SUPPLIED RECORDS START

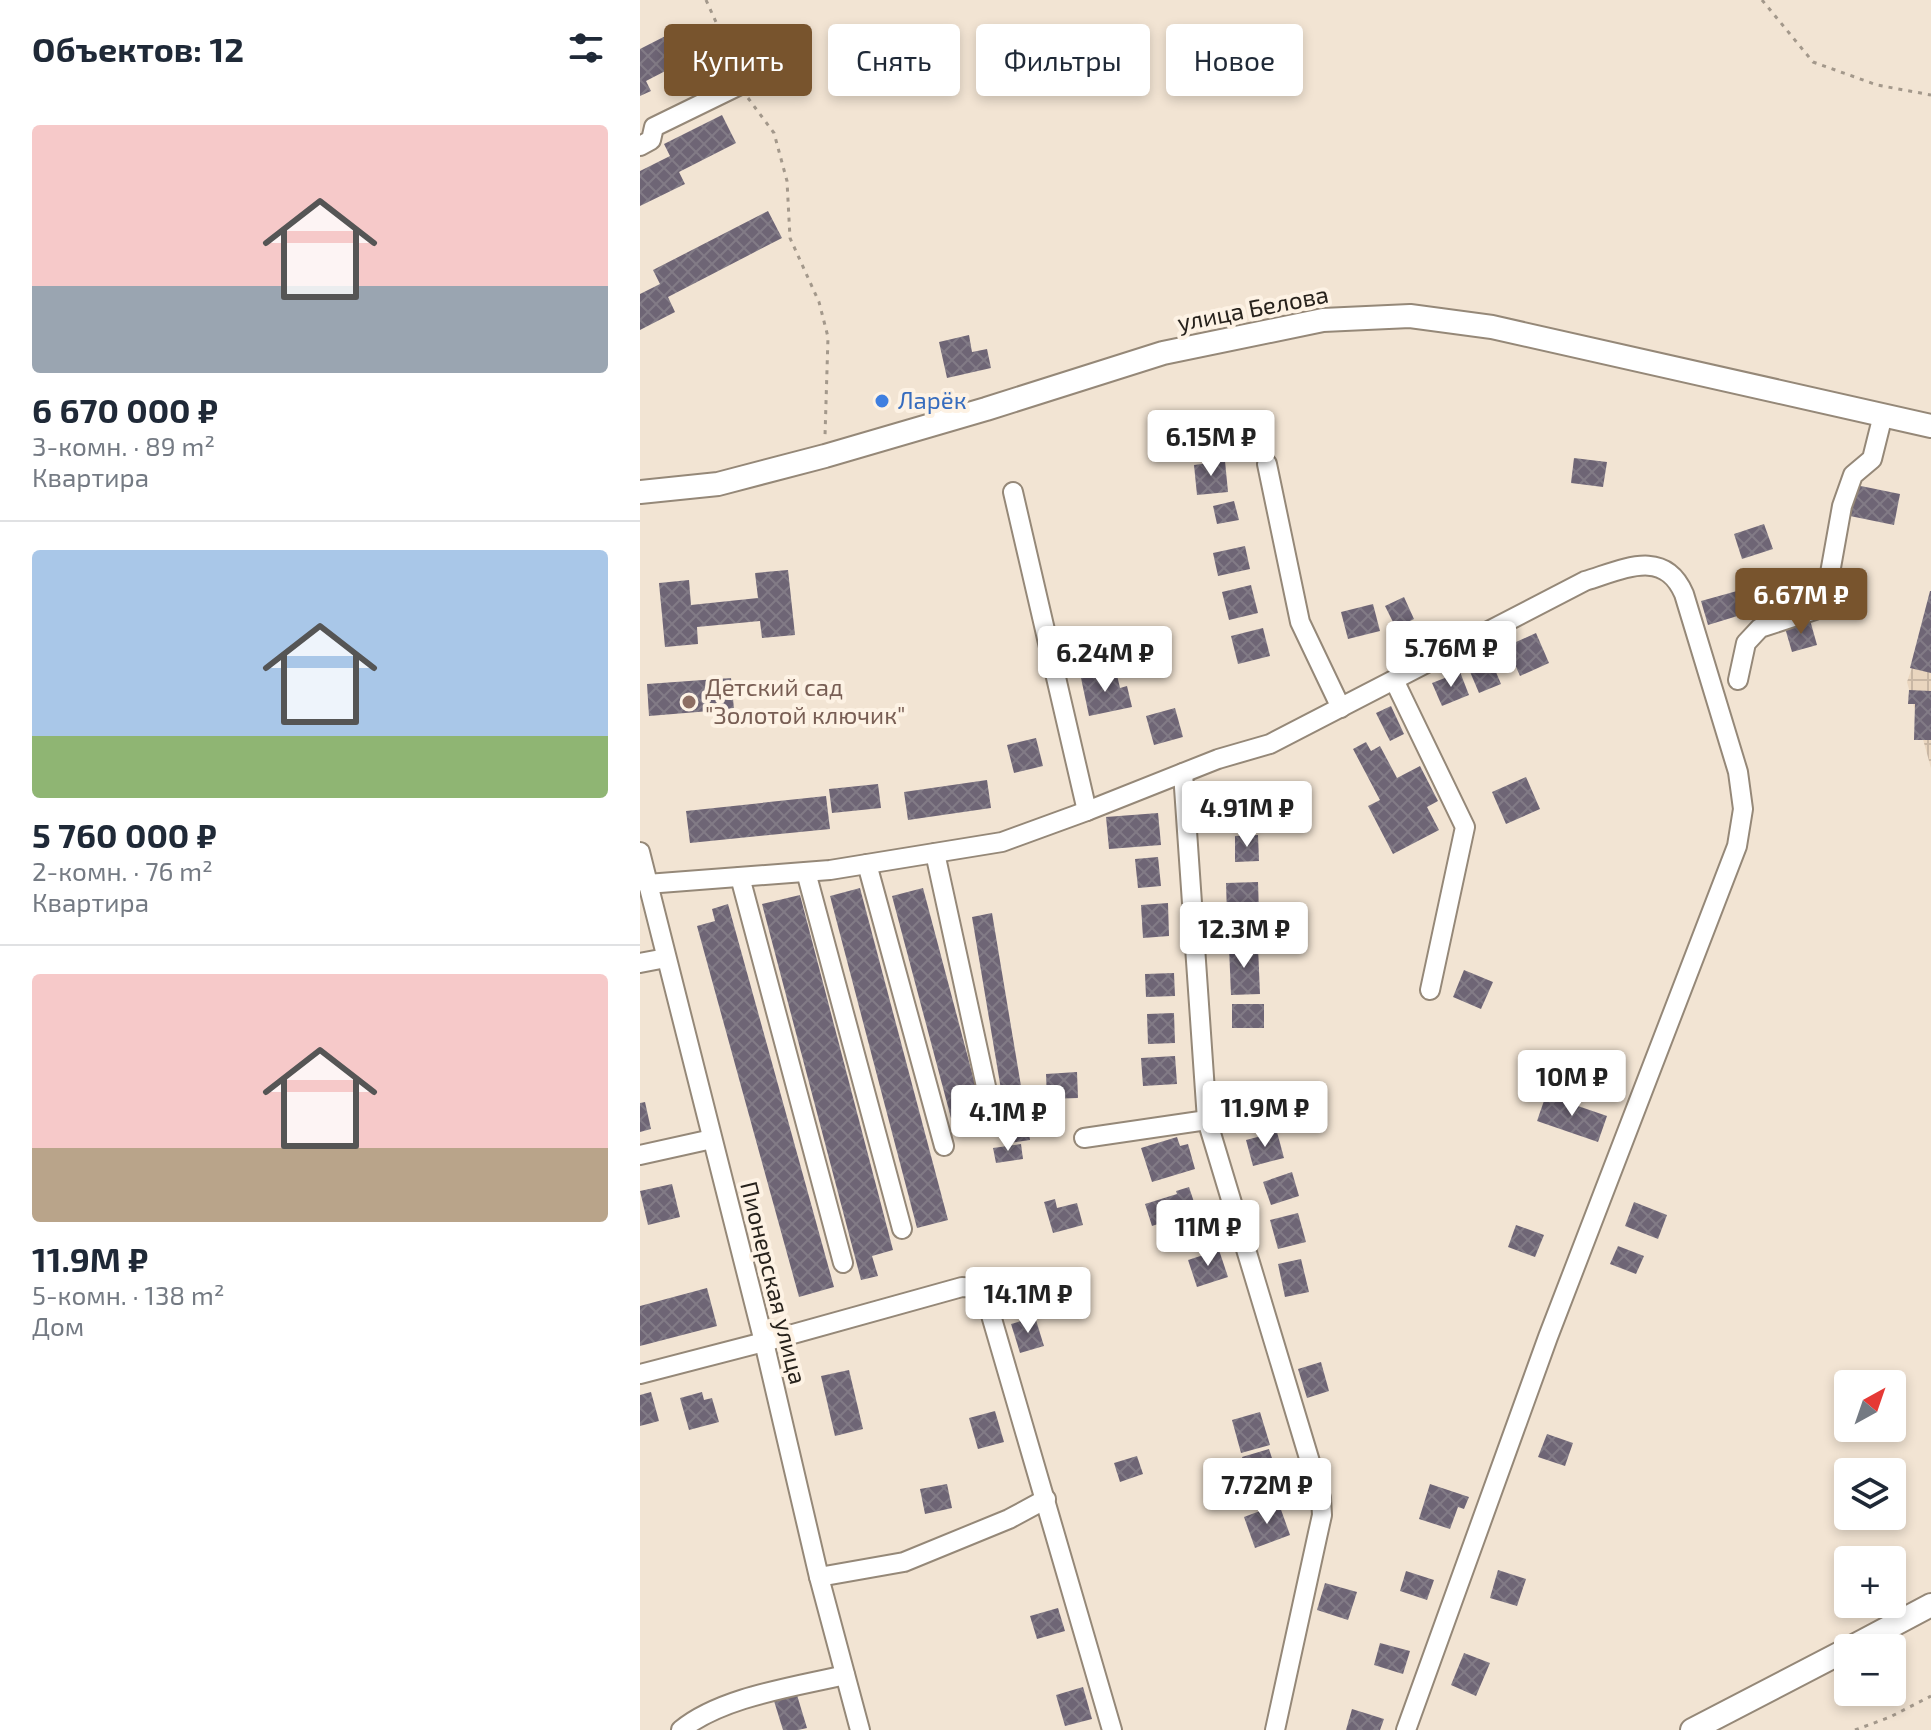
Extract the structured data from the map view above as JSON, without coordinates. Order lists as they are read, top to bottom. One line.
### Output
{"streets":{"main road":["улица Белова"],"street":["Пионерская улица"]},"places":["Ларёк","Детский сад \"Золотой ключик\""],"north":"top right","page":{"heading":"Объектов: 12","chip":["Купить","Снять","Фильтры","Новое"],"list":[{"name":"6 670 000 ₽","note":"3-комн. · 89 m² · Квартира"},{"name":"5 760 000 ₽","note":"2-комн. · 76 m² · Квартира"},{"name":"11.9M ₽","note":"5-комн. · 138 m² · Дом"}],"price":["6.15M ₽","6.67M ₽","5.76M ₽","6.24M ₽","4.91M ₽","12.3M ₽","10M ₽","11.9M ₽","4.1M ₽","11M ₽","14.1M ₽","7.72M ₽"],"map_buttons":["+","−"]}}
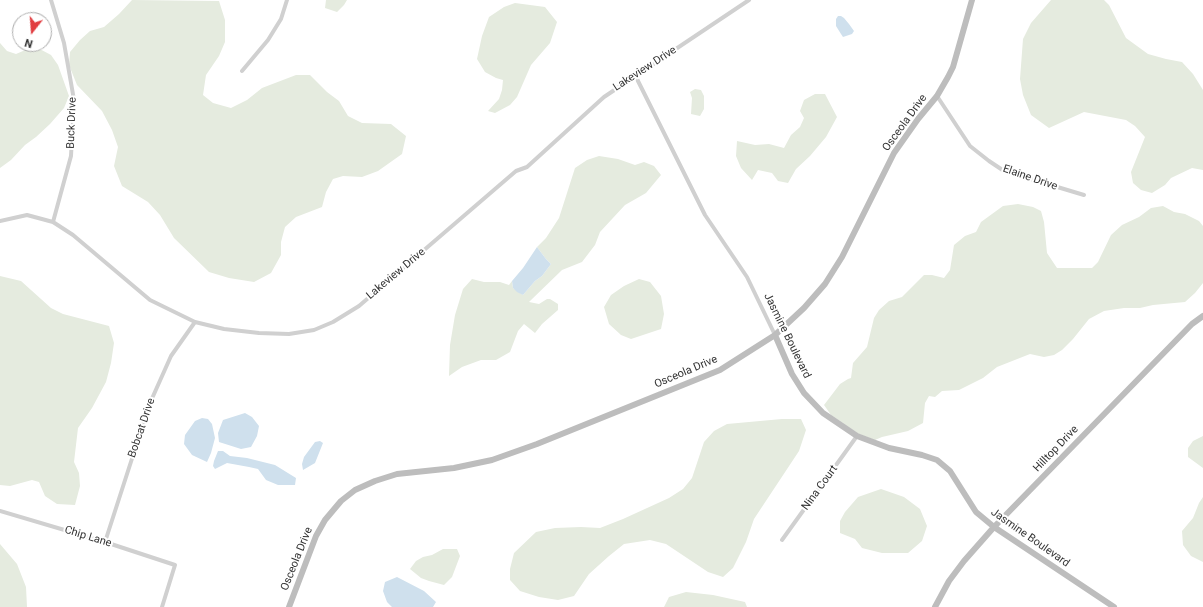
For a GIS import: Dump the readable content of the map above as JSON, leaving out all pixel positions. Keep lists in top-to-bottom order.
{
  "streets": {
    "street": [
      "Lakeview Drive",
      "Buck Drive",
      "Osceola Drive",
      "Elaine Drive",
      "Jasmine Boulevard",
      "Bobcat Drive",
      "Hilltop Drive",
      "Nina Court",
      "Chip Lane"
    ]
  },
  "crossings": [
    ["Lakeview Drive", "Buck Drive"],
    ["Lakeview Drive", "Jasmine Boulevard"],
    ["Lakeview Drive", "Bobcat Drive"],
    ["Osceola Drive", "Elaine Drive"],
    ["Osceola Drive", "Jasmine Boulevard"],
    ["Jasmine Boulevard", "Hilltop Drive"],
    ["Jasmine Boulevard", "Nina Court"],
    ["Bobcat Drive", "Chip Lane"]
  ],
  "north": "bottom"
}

SUPPLIED RECORDS END
SUPPLIED RECORDS START

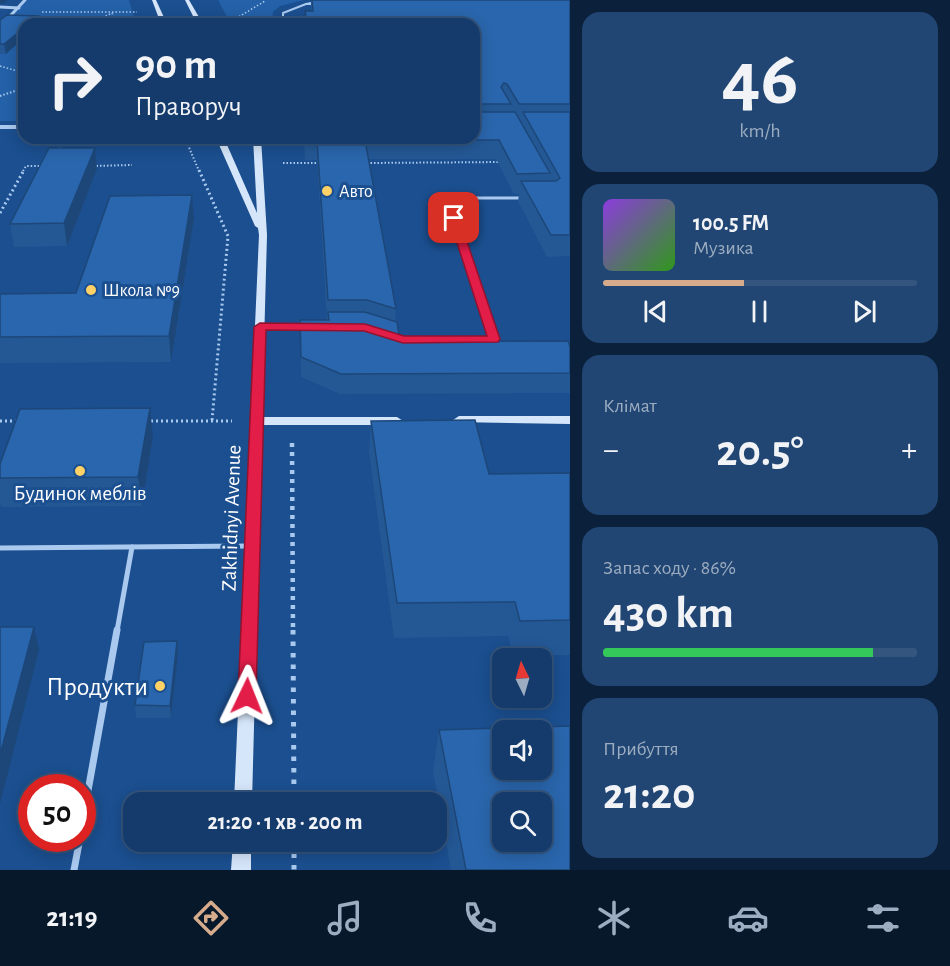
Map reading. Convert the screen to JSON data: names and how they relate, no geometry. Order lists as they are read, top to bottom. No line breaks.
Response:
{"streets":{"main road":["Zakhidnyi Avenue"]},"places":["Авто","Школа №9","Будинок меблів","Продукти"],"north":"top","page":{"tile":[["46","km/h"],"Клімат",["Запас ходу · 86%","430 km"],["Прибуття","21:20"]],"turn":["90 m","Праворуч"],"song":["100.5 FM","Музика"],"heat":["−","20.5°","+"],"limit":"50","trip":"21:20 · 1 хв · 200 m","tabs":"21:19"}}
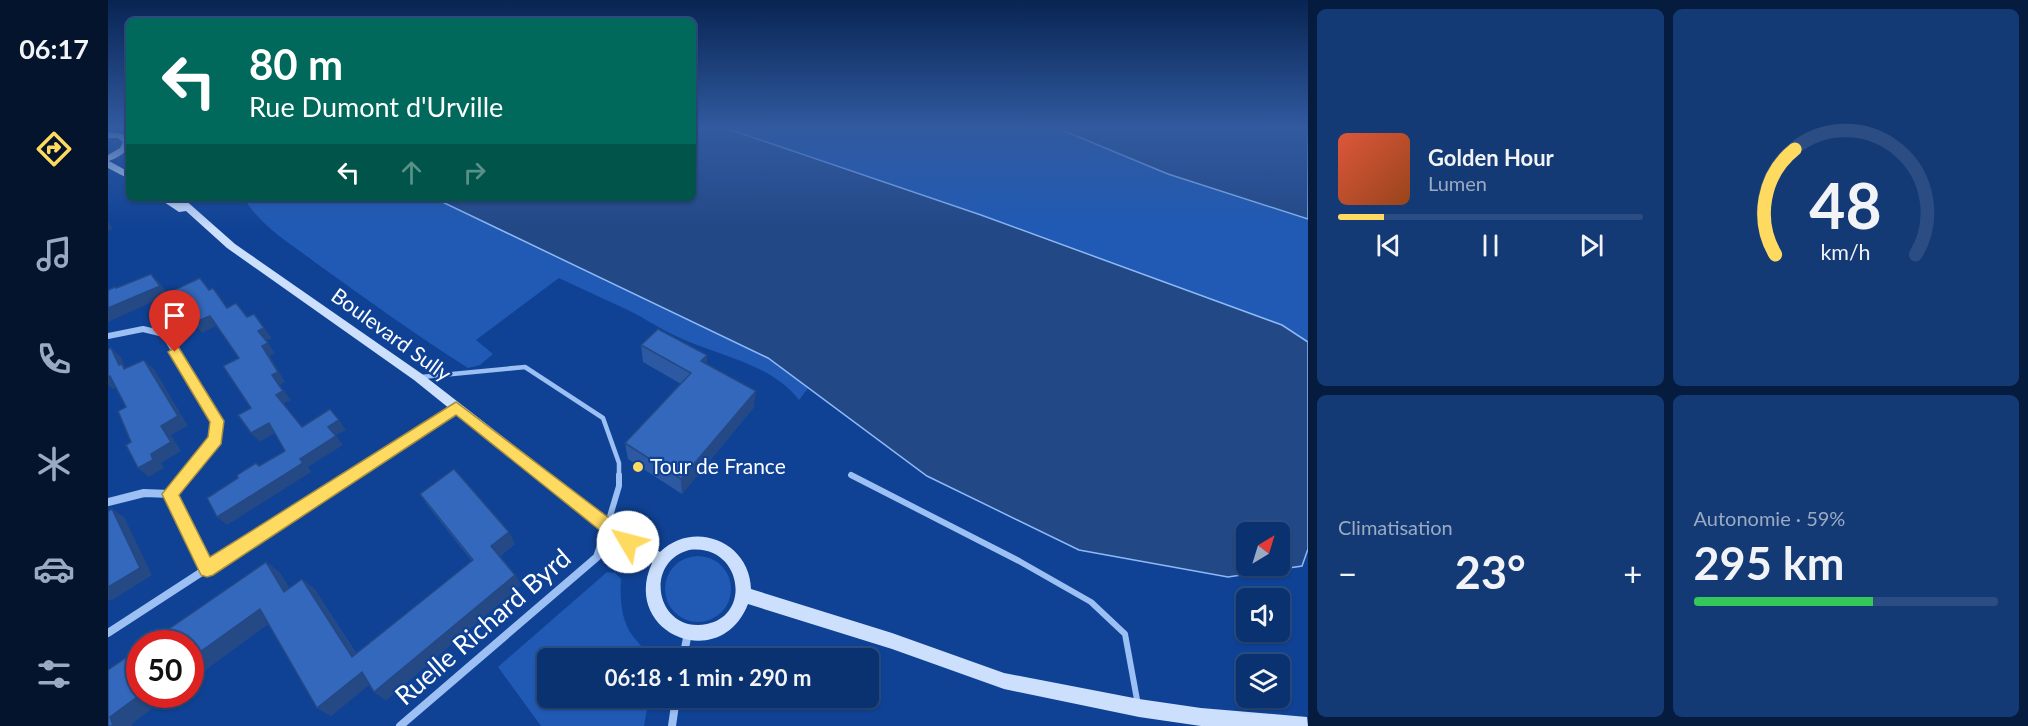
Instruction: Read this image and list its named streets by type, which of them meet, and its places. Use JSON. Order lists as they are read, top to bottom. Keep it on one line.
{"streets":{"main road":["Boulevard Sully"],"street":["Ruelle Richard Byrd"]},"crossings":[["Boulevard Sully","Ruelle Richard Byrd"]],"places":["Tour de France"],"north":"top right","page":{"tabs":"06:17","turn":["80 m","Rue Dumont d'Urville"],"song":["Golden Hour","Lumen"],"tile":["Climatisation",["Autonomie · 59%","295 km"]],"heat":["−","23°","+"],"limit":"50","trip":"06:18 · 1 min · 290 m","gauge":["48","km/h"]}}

SUPPLIED RECORDS END
SUPPLIED RECORDS START

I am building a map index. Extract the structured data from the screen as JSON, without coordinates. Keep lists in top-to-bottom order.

SUPPLIED RECORDS END

Looking at the entries above, say how many lines contain the word "structured". Nothing but the number is needed.

• _EXERCISE RESPONSE_:
2